Task requirements: Every line of the data should be written out exactly, with the pictures left out.
--- START ---
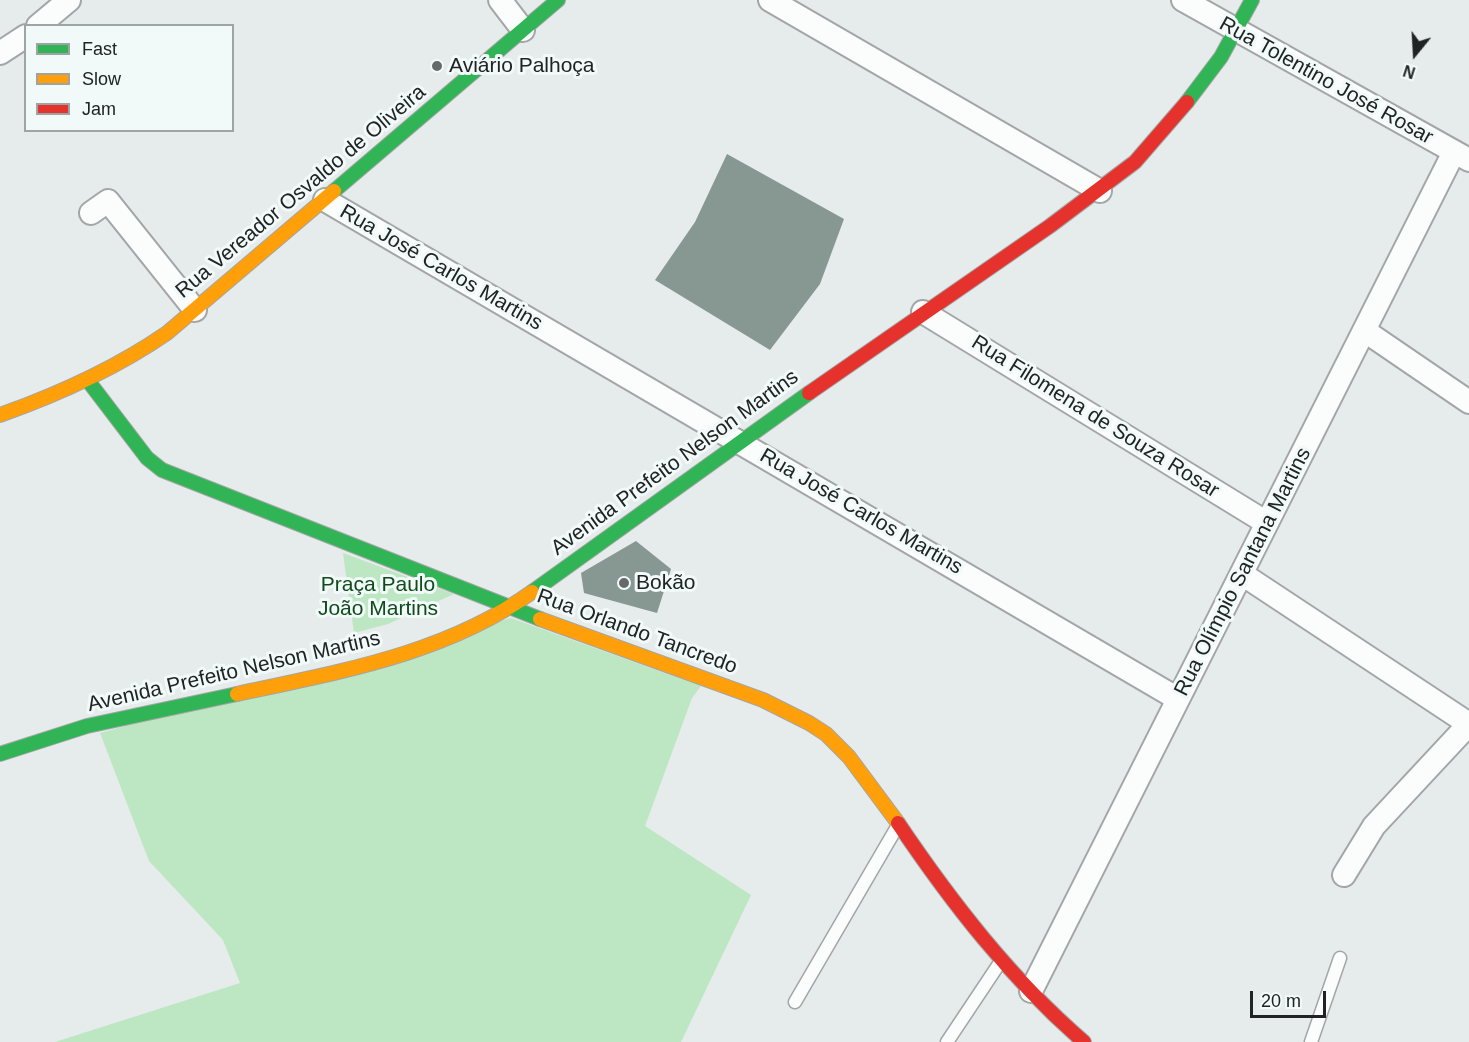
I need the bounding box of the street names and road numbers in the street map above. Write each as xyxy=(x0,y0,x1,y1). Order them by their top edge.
street label: Rua Tolentino José Rosar xyxy=(1215,12,1437,150)
street label: Rua Vereador Osvaldo de Oliveira xyxy=(171,80,431,304)
street label: Rua José Carlos Martins xyxy=(335,200,547,336)
street label: Rua Filomena de Souza Rosar xyxy=(967,330,1223,504)
street label: Avenida Prefeito Nelson Martins xyxy=(546,365,804,561)
street label: Rua José Carlos Martins xyxy=(755,444,967,580)
street label: Rua Olímpio Santana Martins xyxy=(1169,444,1317,700)
street label: Rua Orlando Tancredo xyxy=(533,584,741,680)
street label: Avenida Prefeito Nelson Martins xyxy=(85,626,383,718)

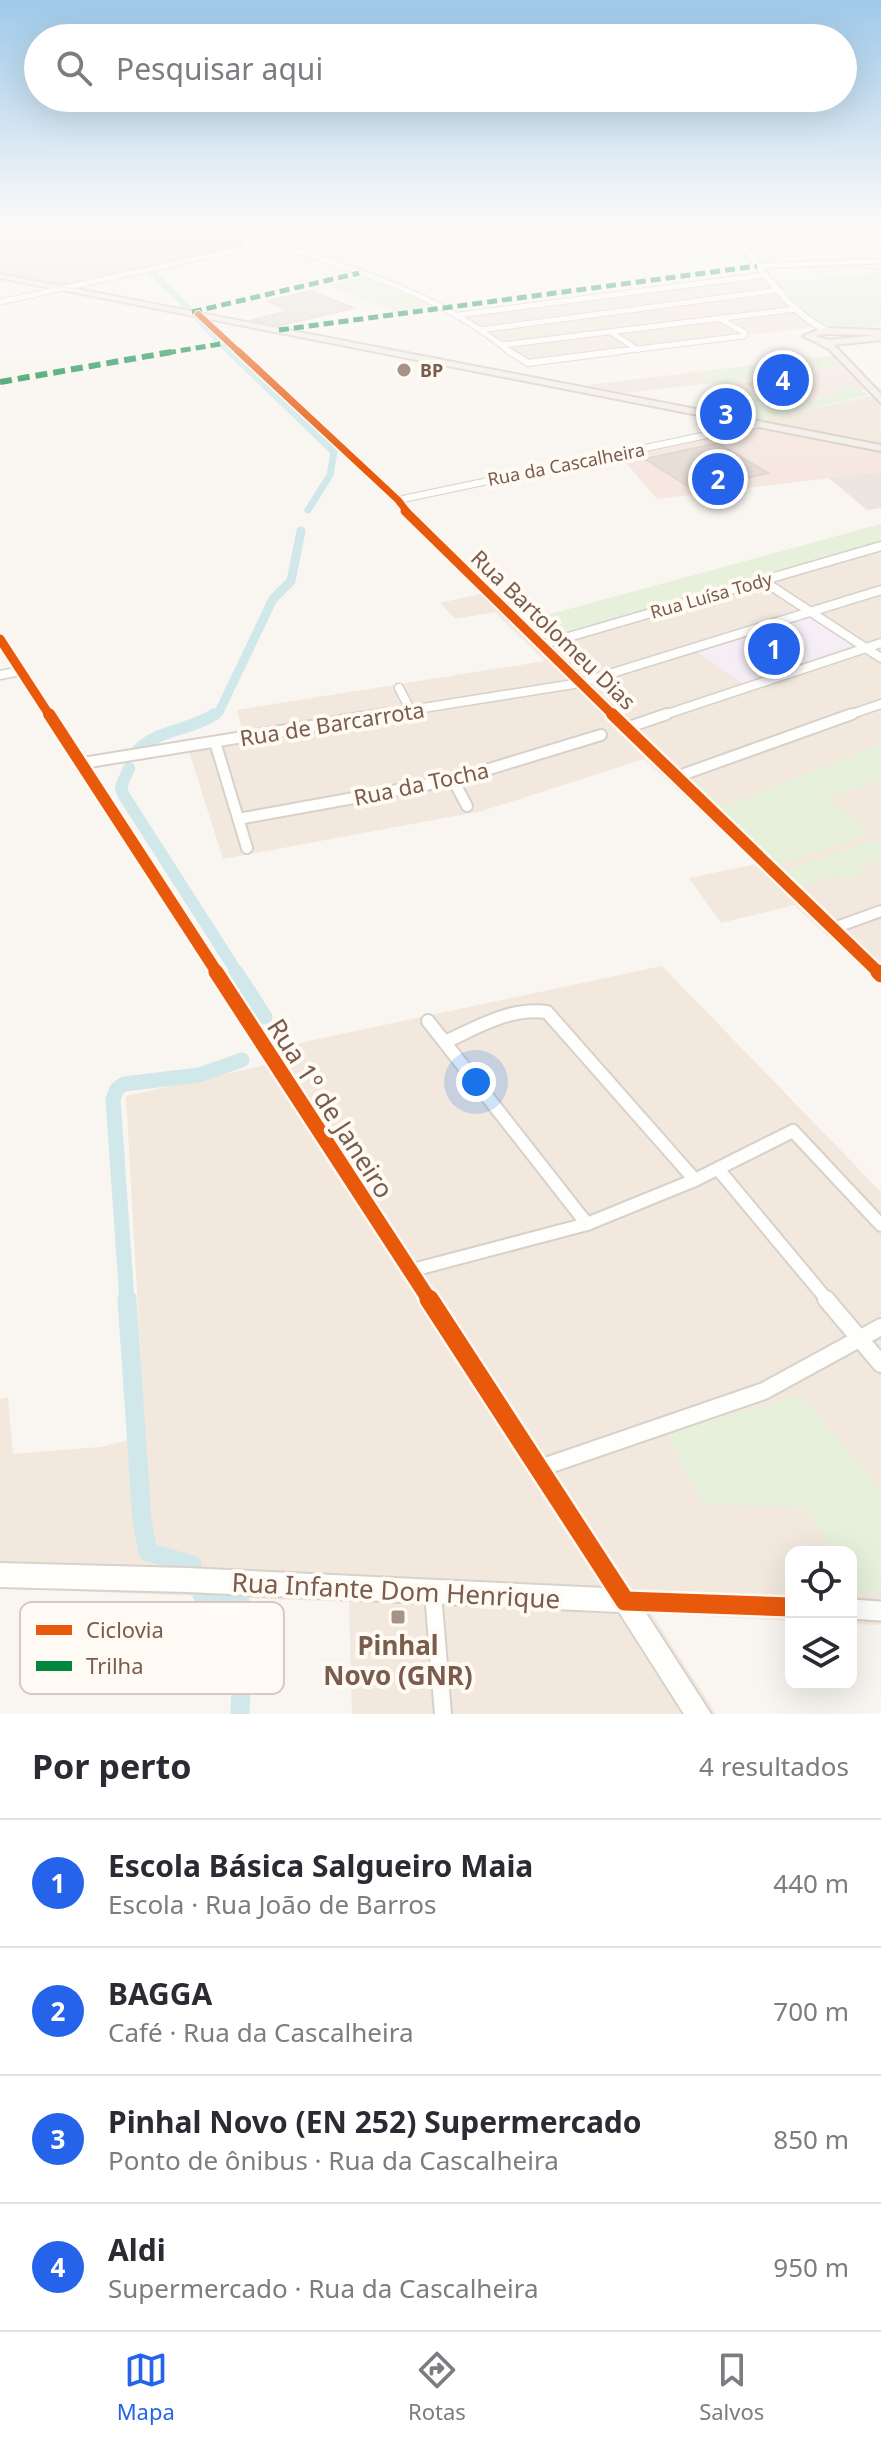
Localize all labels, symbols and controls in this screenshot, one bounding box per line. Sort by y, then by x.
search box [24,24,857,112]
icon: search [52,46,96,90]
text: Pesquisar aqui [116,48,323,89]
pin: 4 [757,350,809,410]
place label: BP [420,358,443,382]
marker: BP [395,361,413,379]
pin: 3 [700,384,752,444]
street label: Rua da Cascalheira [485,437,647,491]
pin: 2 [692,449,744,509]
street label: Rua Bartolomeu Dias [465,542,643,716]
street label: Rua Luísa Tody [647,566,775,624]
pin: 1 [748,619,800,679]
street label: Rua de Barcarrota [238,694,426,752]
street label: Rua da Tocha [351,754,491,812]
street label: Rua 1º de Janeiro [259,1011,403,1205]
your location [456,1062,496,1102]
map controls [785,1546,857,1690]
button: locate [785,1546,857,1618]
street label: Rua Infante Dom Henrique [231,1563,561,1617]
legend [20,1602,284,1694]
marker: Pinhal Novo (GNR) [389,1608,407,1626]
text: Ciclovia [86,1614,164,1644]
button: layers [785,1618,857,1690]
place label: Pinhal Novo (GNR) [323,1627,473,1693]
text: Trilha [86,1650,144,1680]
text: Por perto [32,1743,191,1789]
text: 4 resultados [699,1748,849,1784]
text: Escola Básica Salgueiro Maia [108,1845,533,1886]
text: 1 [51,1865,65,1901]
text: 440 m [773,1865,849,1901]
text: Escola · Rua João de Barros [108,1886,436,1922]
text: BAGGA [108,1973,212,2014]
text: 2 [51,1993,65,2029]
text: 700 m [773,1993,849,2029]
text: Café · Rua da Cascalheira [108,2014,414,2050]
text: Pinhal Novo (EN 252) Supermercado [108,2101,642,2142]
text: 3 [51,2121,65,2157]
text: 850 m [773,2121,849,2157]
text: Ponto de ônibus · Rua da Cascalheira [108,2142,559,2178]
text: Aldi [108,2229,166,2270]
text: 4 [51,2249,65,2285]
text: 950 m [773,2249,849,2285]
text: Supermercado · Rua da Cascalheira [108,2270,539,2306]
tab: Mapa [117,2348,175,2426]
tab: Rotas [408,2348,466,2426]
tab: Salvos [699,2348,764,2426]

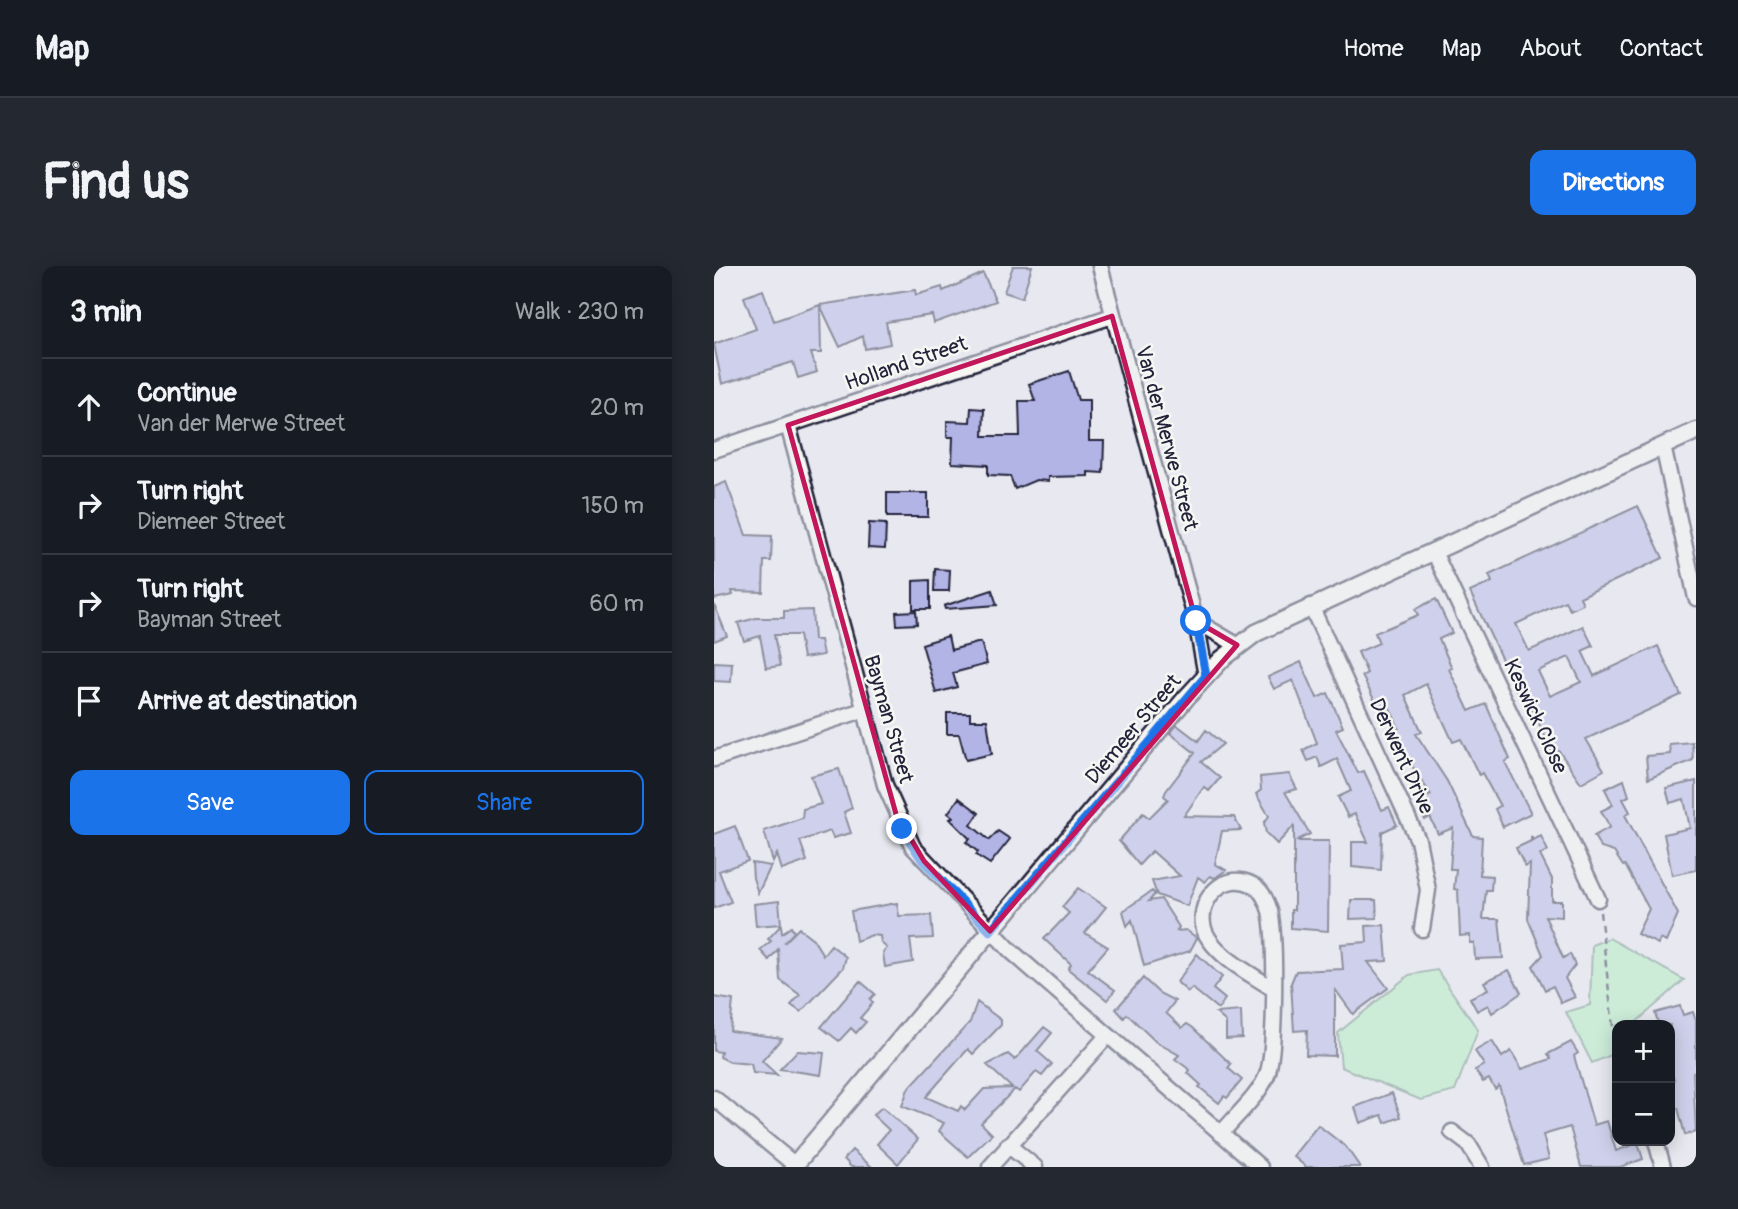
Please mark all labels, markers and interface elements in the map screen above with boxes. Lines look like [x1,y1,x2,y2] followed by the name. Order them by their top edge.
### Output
[35,28,90,69] text: Map
[1343,34,1404,63] text: Home
[1442,34,1482,63] text: Map
[1520,34,1582,63] text: About
[1620,34,1703,63] text: Contact
[1530,150,1696,215] button: Directions
[42,152,189,213] text: Find us
[70,293,142,330] text: 3 min
[515,297,644,326] text: Walk · 230 m
[842,330,971,397] street label: Holland Street
[1129,343,1204,534] street label: Van der Merwe Street
[137,377,237,409] text: Continue
[70,388,108,426] icon: ahead
[590,393,644,422] text: 20 m
[137,409,345,438] text: Van der Merwe Street
[137,475,243,507] text: Turn right
[70,486,108,524] icon: right
[581,491,644,520] text: 150 m
[137,507,285,536] text: Diemeer Street
[137,573,243,605] text: Turn right
[70,584,108,622] icon: right
[589,589,644,618] text: 60 m
[137,605,281,634] text: Bayman Street
[1180,605,1211,636] route start
[857,652,920,787] street label: Bayman Street
[1497,655,1574,778] street label: Keswick Close
[1080,668,1188,790] street label: Diemeer Street
[70,682,108,720] icon: arrive
[137,685,357,717] text: Arrive at destination
[1363,694,1440,819] street label: Derwent Drive
[70,770,350,835] button: Save
[364,770,644,835] button: Share
[886,813,917,844] route end
[1612,1020,1675,1146] map controls
[1612,1020,1675,1083] button: +
[1612,1083,1675,1146] button: −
--- END ---
Answer for this exercise:
I need the bounding box of the street names and road numbers in the street map above. Write each as xyxy=(x0,y0,x1,y1). Order them by their top edge.
street label: Rua Tolentino José Rosar xyxy=(1215,12,1437,150)
street label: Rua Vereador Osvaldo de Oliveira xyxy=(171,80,431,304)
street label: Rua José Carlos Martins xyxy=(335,200,547,336)
street label: Rua Filomena de Souza Rosar xyxy=(967,330,1223,504)
street label: Avenida Prefeito Nelson Martins xyxy=(546,365,804,561)
street label: Rua José Carlos Martins xyxy=(755,444,967,580)
street label: Rua Olímpio Santana Martins xyxy=(1169,444,1317,700)
street label: Rua Orlando Tancredo xyxy=(533,584,741,680)
street label: Avenida Prefeito Nelson Martins xyxy=(85,626,383,718)

Localize all labels, symbols and controls in this screenshot, one bounding box per line. Sort by y, then by x.
search box [24,24,857,112]
icon: search [52,46,96,90]
text: Pesquisar aqui [116,48,323,89]
pin: 4 [757,350,809,410]
place label: BP [420,358,443,382]
marker: BP [395,361,413,379]
pin: 3 [700,384,752,444]
street label: Rua da Cascalheira [485,437,647,491]
pin: 2 [692,449,744,509]
street label: Rua Bartolomeu Dias [465,542,643,716]
street label: Rua Luísa Tody [647,566,775,624]
pin: 1 [748,619,800,679]
street label: Rua de Barcarrota [238,694,426,752]
street label: Rua da Tocha [351,754,491,812]
street label: Rua 1º de Janeiro [259,1011,403,1205]
your location [456,1062,496,1102]
map controls [785,1546,857,1690]
button: locate [785,1546,857,1618]
street label: Rua Infante Dom Henrique [231,1563,561,1617]
legend [20,1602,284,1694]
marker: Pinhal Novo (GNR) [389,1608,407,1626]
text: Ciclovia [86,1614,164,1644]
button: layers [785,1618,857,1690]
place label: Pinhal Novo (GNR) [323,1627,473,1693]
text: Trilha [86,1650,144,1680]
text: Por perto [32,1743,191,1789]
text: 4 resultados [699,1748,849,1784]
text: Escola Básica Salgueiro Maia [108,1845,533,1886]
text: 1 [51,1865,65,1901]
text: 440 m [773,1865,849,1901]
text: Escola · Rua João de Barros [108,1886,436,1922]
text: BAGGA [108,1973,212,2014]
text: 2 [51,1993,65,2029]
text: 700 m [773,1993,849,2029]
text: Café · Rua da Cascalheira [108,2014,414,2050]
text: Pinhal Novo (EN 252) Supermercado [108,2101,642,2142]
text: 3 [51,2121,65,2157]
text: 850 m [773,2121,849,2157]
text: Ponto de ônibus · Rua da Cascalheira [108,2142,559,2178]
text: Aldi [108,2229,166,2270]
text: 4 [51,2249,65,2285]
text: 950 m [773,2249,849,2285]
text: Supermercado · Rua da Cascalheira [108,2270,539,2306]
tab: Mapa [117,2348,175,2426]
tab: Rotas [408,2348,466,2426]
tab: Salvos [699,2348,764,2426]

Please mark all labels, markers and interface elements in the map screen above with boxes. Lines look like [x1,y1,x2,y2] followed by the name. Order them by their top edge.
### Output
[35,28,90,69] text: Map
[1343,34,1404,63] text: Home
[1442,34,1482,63] text: Map
[1520,34,1582,63] text: About
[1620,34,1703,63] text: Contact
[1530,150,1696,215] button: Directions
[42,152,189,213] text: Find us
[70,293,142,330] text: 3 min
[515,297,644,326] text: Walk · 230 m
[842,330,971,397] street label: Holland Street
[1129,343,1204,534] street label: Van der Merwe Street
[137,377,237,409] text: Continue
[70,388,108,426] icon: ahead
[590,393,644,422] text: 20 m
[137,409,345,438] text: Van der Merwe Street
[137,475,243,507] text: Turn right
[70,486,108,524] icon: right
[581,491,644,520] text: 150 m
[137,507,285,536] text: Diemeer Street
[137,573,243,605] text: Turn right
[70,584,108,622] icon: right
[589,589,644,618] text: 60 m
[137,605,281,634] text: Bayman Street
[1180,605,1211,636] route start
[857,652,920,787] street label: Bayman Street
[1497,655,1574,778] street label: Keswick Close
[1080,668,1188,790] street label: Diemeer Street
[70,682,108,720] icon: arrive
[137,685,357,717] text: Arrive at destination
[1363,694,1440,819] street label: Derwent Drive
[70,770,350,835] button: Save
[364,770,644,835] button: Share
[886,813,917,844] route end
[1612,1020,1675,1146] map controls
[1612,1020,1675,1083] button: +
[1612,1083,1675,1146] button: −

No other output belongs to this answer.